The 99 Percent Comes to St. Vincent’s
The group Healthcare-NOW, which supports the establishment of a non-profit, single-payer health care system, organized the march in protest of both WellPoint, a publicly-traded health insurance company with offices near Zuccotti Park, and WellCare, the for-profit company that provides Medicare and Medicaid plans. Healthcare-NOW cited the ongoing supercommittee negotiations in Washington, which may result in cuts to health care programs as a reason to march.
Protesters hoped that the march would bring publicity to the legacy of the former St. Vincent’s, which closed in April 2010 after filing for bankruptcy, and is expected to become the site of a condominium complex. There are currently no hospitals on Manhattan’s West Side located south of 57th Street.
“For 160 years, this was a nonprofit hospital,” said Yetta Kurland, civil rights attorney and head of the Coalition for a New Village Hospital. “But it has since become a pure example of corporate greed and privatization, and that typifies the concerns that the Occupy Wall Street people are talking about.”

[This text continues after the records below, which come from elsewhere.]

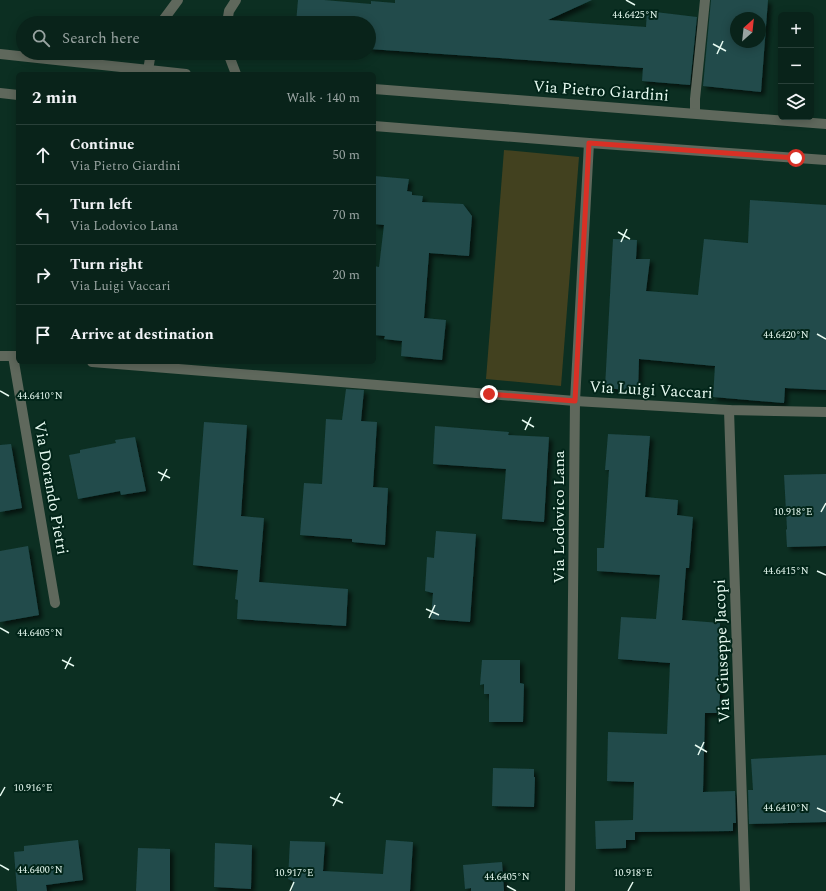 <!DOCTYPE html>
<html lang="en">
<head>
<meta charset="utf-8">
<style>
	body { margin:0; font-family:Spectral,serif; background:#172f27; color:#f1f3f6 }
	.controls { position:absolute; right:12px; top:12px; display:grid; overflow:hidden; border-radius:6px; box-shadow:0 2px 10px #0003 }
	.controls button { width:36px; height:36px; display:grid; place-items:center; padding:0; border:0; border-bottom:1px solid #294039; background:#09231a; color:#f1f3f6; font:20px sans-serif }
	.compass { position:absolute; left:730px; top:12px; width:36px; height:36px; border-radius:50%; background:#09231a; box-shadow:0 2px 10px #0003; rotate:27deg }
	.stop { position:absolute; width:12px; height:12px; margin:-9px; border:3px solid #d93025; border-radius:50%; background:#fff }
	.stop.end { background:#d93025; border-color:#fff; box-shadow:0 1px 4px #0008 }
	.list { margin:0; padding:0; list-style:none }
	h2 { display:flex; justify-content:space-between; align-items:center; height:52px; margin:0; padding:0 16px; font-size:17px }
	h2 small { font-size:13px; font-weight:400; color:#99a4a2 }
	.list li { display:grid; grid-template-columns:26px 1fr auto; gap:12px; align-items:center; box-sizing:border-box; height:60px; padding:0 16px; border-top:1px solid #294039 }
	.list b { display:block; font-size:15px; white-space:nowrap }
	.list p { margin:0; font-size:13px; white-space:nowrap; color:#99a4a2 }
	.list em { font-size:13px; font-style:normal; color:#99a4a2 }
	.icon { flex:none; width:22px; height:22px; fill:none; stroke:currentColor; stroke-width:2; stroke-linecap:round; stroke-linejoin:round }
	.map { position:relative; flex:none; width:826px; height:891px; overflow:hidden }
	.search { position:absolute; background:#09231a; box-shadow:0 2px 10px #0003; left:16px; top:16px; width:360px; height:44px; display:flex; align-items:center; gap:10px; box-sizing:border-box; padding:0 14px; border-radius:22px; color:#99a4a2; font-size:15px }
	.panel { position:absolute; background:#09231a; box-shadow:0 2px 10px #0003; left:16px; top:72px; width:360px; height:292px; border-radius:6px }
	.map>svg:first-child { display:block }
	.green { fill:#42411f }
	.building { fill:#214b4b; fill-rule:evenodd; filter:url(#shadow) }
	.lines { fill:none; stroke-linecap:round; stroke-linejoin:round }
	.minor { stroke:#5f685c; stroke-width:10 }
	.tertiary { stroke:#5f685c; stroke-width:10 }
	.route { stroke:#d93025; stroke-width:5 }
	.ticks { fill:none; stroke:#e7faf1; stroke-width:1.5 }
	.labels { text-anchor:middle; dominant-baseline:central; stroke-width:4; stroke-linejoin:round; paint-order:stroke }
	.street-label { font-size:16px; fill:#e7faf1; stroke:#022519 }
	.ticks-label { font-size:10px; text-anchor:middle; fill:#e7faf1; stroke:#022519; stroke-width:4; stroke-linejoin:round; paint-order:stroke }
</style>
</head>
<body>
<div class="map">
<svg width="826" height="891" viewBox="0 0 826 891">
	<defs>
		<filter id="shadow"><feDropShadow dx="3.5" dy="3.5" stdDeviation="2" flood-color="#0009"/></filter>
	</defs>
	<rect width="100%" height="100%" fill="#0c2f22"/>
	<!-- green -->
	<polygon class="green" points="504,150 579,157 561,386 486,379"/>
	<!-- building -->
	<g class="building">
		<polygon points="298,0 324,0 371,4 371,1 395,3 395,0 592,0 548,20 646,27 647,11 697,17 690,85 642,81 643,68 369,49 369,23 296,23"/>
		<path d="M711 0H768L761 92 703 86ZM736 18H760V42H736Z"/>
		<polygon points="374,176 409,179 407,191 412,192 412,195 423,196 422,202 463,204 472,216 469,256 429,253 424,318 446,320 442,360 401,356 402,341 384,339 385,336 374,335 374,266 379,267 384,225 374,224"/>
		<polygon points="750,200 826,205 826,390 785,388 784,403 713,397 715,366 639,359 638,391 605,388 613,239 637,240 636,259 650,259 646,291 698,295 704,239 748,243"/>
		<polygon points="346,389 364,390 361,421 377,422 373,487 388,488 385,545 352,542 352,539 300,535 304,483 322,484 326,419 342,420"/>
		<polygon points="204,422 247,425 241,516 264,518 259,582 348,589 346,626 237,619 238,600 235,599 238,570 193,565"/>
		<polygon points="435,426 509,432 508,435 549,437 544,522 502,519 506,469 433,464"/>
		<polygon points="608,434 650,436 645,497 678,500 677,515 693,517 689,568 686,568 682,620 720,623 718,675 721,675 719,713 705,713 703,792 735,791 736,823 733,823 733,831 635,832 635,840 626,840 626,848 596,849 595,821 633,820 634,782 607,781 608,732 667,734 670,663 618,659 621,617 656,619 660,575 597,571 597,548 604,548 609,470 605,470"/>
		<polygon points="135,437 146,491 121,495 120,491 78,499 69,455 80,453 80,450 116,443 115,440"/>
		<polygon points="11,444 22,508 0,512 0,445"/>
		<polygon points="826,474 826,546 787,547 786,530 787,529 784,475"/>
		<polygon points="436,531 476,534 470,622 431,619 433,593 425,591 427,557 434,558"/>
		<polygon points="28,546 39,615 0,622 0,551"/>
		<polygon points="482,660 520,660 520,683 524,684 523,722 489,722 489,694 484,694 484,684 480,685"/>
		<polygon points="826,755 826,822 749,824 748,790 753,790 751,759"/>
		<polygon points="493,768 534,769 534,777 535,777 534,807 492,806"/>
		<polygon points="78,840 83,880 46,885 47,891 17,891 14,852 24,851 24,846"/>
		<polygon points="386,840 413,842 410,891 292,891 293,881 288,879 290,841 325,842 323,871 383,874"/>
		<polygon points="215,843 252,845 251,889 214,887"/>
		<polygon points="138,848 170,849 170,891 136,891"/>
		<polygon points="502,862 504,891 471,891 471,888 465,889 463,865"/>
	</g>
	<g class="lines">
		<!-- minor -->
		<g class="minor">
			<polyline points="695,113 695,99 705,0"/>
			<polyline points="0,356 18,356"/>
			<polyline points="13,356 55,603"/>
			<polyline points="92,362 575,401 729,410 826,412"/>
			<polyline points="729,410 745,891"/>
			<polyline points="570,891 575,401 589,143"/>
		</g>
		<!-- tertiary -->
		<g class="tertiary">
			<polyline points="161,23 178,0"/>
			<polyline points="227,23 229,11 236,0"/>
			<polyline points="228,53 236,74"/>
			<polyline points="0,54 186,74"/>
			<polyline points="148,70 151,53"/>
			<polyline points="374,89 826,124"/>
			<polyline points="0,93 18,95"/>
			<polyline points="374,126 589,143 826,160"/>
		</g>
	</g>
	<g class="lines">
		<!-- route -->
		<polyline class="route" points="489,394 575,401 589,143 796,158"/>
	</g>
	<!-- ticks -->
	<path class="ticks" d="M626 0 635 5M713 44 726 51M717 54 723 41M618 232 630 239M621 242 627 229M817 334 826 339M0 391 9 396M522 420 534 427M525 430 531 417M158 472 170 478M161 481 167 469M821 512 826 503M817 571 826 575M426 609 439 615M429 618 435 605M0 628 9 633M62 660 74 666M65 669 71 657M695 745 707 752M698 755 704 742M0 796 5 787M330 797 343 803M333 806 340 793M817 808 826 812M0 865 9 870M507 886 516 891M290 891 294 882M628 891 633 882"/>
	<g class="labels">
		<!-- street labels -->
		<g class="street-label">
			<text transform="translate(601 91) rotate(4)">Via Pietro Giardini</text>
			<text transform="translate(651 390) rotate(3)">Via Luigi Vaccari</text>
			<text transform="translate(51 488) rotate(80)">Via Dorando Pietri</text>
			<text transform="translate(559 517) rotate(-90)">Via Lodovico Lana</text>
			<text transform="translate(722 651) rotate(-92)">Via Giuseppe Jacopi</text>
		</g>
	</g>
	<g class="ticks-label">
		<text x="635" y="18">44.6425°N</text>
		<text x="786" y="338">44.6420°N</text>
		<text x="40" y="399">44.6410°N</text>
		<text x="793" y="515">10.918°E</text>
		<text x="786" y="574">44.6415°N</text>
		<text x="40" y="636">44.6405°N</text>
		<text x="33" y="791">10.916°E</text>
		<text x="786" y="811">44.6410°N</text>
		<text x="40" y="873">44.6400°N</text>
		<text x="294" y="876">10.917°E</text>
		<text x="633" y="876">10.918°E</text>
		<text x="507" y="880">44.6405°N</text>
	</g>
</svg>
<div class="controls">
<button>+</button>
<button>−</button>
<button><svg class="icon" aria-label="layers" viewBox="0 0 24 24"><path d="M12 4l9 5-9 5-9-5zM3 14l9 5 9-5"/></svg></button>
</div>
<svg class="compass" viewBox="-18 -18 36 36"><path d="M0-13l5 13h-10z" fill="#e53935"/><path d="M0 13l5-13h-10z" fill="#99a4a2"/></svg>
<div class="stop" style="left:796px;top:158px"></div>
<div class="stop end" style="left:489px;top:394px"></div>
<div class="search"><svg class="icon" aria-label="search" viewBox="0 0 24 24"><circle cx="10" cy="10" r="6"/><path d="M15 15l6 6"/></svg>Search here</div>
<section class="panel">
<h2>2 min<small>Walk · 140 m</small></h2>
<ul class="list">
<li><svg class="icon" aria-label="ahead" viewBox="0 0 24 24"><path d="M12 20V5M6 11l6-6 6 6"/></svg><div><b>Continue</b><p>Via Pietro Giardini</p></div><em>50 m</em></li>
<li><svg class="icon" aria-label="left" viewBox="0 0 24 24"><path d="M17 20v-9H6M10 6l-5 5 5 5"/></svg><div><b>Turn left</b><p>Via Lodovico Lana</p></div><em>70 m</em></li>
<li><svg class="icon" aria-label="right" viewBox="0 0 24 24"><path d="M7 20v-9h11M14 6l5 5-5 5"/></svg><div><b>Turn right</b><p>Via Luigi Vaccari</p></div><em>20 m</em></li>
<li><svg class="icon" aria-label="arrive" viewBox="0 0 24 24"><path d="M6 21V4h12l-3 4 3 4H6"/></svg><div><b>Arrive at destination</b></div></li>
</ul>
</section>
</div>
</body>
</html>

Many New Yorkers at the march recalled the hospital’s role during the attacks at the World Trade Center on September 11, 2001. Participants argued that, as doctors and nurses ran out the hospital’s doors and lined gurneys up along Seventh Avenue on the morning of the attacks – waiting for the fleet of ambulances to return from the towers with injured men and women – St. Vincent’s Hospital asserted its place in the city’s landscape.
“[On September 11] our job was to speak with victims and families and get them back to feeling healthy and feeling safe,” said Jane Korczyski, a retired nurse who spent 28 years working at the hospital. “Today, the nearest hospitals are so far away, caring people have lost their jobs, and the people who need to get healthy aren’t getting help. Where is the safety net?”
The New York City Department of Health and Mental Hygiene has officially granted North Shore-Long Island Jewish Health System permission to build an urgent care facility across the street from the former St. Vincent’s, scheduled to open in 2014. But city activists believe that the facility’s lack of inpatient beds will still leave many without nearby access to quality health care.“What is uniting all of us here is the simple truth that these major corporations, both in and out of health care, are ripping out resources that are finite,” said Constantine Harrison, a lifelong New Yorker and longtime civil rights activist. “I would love to see this event here at St. Vincent’s serve as a catalyst that says we are fed up with the health care system. Because if these same capitalist parasites could control the magnetic fields, you’d be charged for sunlight.”